- _Dataset entries_

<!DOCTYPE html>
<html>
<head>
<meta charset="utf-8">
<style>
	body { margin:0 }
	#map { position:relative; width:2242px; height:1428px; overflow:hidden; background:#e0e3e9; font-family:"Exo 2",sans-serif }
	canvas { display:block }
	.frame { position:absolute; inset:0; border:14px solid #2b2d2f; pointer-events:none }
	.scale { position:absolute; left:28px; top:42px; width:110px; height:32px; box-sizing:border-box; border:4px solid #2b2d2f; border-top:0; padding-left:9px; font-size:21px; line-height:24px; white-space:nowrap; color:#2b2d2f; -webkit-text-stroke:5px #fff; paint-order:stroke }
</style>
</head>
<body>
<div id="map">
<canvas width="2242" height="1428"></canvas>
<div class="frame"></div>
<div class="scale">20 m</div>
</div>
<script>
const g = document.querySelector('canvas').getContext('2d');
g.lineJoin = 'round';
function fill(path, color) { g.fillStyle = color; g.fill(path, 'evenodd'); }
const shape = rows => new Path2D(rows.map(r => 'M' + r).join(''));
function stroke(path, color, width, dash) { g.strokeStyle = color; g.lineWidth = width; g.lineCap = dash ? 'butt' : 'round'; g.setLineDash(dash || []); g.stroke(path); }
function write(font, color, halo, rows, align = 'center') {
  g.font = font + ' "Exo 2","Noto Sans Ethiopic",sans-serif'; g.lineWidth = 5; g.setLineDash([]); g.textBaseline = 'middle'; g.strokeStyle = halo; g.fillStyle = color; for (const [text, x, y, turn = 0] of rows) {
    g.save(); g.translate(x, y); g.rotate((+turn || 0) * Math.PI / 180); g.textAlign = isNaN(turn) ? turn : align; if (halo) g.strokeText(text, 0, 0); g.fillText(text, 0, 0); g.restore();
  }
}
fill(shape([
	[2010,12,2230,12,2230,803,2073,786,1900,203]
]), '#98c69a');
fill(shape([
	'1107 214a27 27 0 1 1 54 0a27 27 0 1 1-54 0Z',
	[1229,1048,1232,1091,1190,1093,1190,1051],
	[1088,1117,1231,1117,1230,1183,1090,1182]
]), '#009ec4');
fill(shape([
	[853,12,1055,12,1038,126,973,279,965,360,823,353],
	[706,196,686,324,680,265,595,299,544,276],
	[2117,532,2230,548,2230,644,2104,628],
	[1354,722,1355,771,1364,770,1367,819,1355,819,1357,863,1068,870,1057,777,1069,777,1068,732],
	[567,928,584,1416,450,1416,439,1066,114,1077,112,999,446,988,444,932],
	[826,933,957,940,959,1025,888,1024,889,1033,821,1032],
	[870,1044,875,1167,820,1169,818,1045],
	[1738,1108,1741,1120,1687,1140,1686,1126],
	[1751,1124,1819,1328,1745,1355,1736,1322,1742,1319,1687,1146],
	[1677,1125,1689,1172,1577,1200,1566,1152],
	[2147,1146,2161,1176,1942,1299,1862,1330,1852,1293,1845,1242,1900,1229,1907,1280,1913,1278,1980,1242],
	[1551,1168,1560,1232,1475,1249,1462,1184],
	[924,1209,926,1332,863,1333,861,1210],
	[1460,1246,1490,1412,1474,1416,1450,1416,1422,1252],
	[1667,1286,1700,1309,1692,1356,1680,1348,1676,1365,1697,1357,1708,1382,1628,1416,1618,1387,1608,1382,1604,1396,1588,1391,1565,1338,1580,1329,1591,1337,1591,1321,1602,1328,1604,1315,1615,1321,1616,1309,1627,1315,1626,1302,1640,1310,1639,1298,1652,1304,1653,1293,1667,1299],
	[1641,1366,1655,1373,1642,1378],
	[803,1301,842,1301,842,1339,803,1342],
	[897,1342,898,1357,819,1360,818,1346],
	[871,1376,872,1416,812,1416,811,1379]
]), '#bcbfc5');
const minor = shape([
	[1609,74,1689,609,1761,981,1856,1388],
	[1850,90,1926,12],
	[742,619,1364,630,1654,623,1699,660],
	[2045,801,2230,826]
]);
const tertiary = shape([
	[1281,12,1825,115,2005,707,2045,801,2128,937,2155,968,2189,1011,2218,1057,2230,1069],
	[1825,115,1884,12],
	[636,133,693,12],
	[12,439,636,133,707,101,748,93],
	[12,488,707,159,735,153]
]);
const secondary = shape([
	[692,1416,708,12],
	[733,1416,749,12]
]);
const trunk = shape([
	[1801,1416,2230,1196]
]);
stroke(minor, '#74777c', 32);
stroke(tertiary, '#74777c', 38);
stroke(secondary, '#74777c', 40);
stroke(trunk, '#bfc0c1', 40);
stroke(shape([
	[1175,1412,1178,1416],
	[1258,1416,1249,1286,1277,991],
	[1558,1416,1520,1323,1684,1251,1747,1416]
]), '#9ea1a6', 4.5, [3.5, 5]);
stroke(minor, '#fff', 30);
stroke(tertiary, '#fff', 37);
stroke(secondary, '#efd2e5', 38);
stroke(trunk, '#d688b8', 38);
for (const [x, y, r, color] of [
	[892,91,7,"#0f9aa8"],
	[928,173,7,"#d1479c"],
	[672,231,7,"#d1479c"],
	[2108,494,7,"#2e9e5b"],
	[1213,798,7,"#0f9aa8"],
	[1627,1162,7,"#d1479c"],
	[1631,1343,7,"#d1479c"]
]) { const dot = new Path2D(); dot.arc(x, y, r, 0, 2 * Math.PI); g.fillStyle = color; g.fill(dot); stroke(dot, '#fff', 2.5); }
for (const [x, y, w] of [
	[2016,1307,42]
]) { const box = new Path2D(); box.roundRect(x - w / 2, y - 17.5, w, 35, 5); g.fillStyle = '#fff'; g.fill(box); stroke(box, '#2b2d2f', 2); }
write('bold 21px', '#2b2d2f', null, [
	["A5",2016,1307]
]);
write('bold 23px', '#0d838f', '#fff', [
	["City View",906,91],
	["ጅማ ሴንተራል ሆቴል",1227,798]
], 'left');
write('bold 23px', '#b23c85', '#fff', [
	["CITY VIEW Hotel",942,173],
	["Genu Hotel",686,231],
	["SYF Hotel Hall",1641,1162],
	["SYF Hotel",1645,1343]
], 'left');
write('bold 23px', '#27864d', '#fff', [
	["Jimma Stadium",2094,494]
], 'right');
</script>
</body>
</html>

- _What is required_
Transcribe the records above exactly, beginning at the line that contains "function stroke(path, color, width, dash)" and ending with the line that contains "function write(font, color, halo, rows, align", both included, and nothing else.

- _Result_
function stroke(path, color, width, dash) { g.strokeStyle = color; g.lineWidth = width; g.lineCap = dash ? 'butt' : 'round'; g.setLineDash(dash || []); g.stroke(path); }
function write(font, color, halo, rows, align = 'center') {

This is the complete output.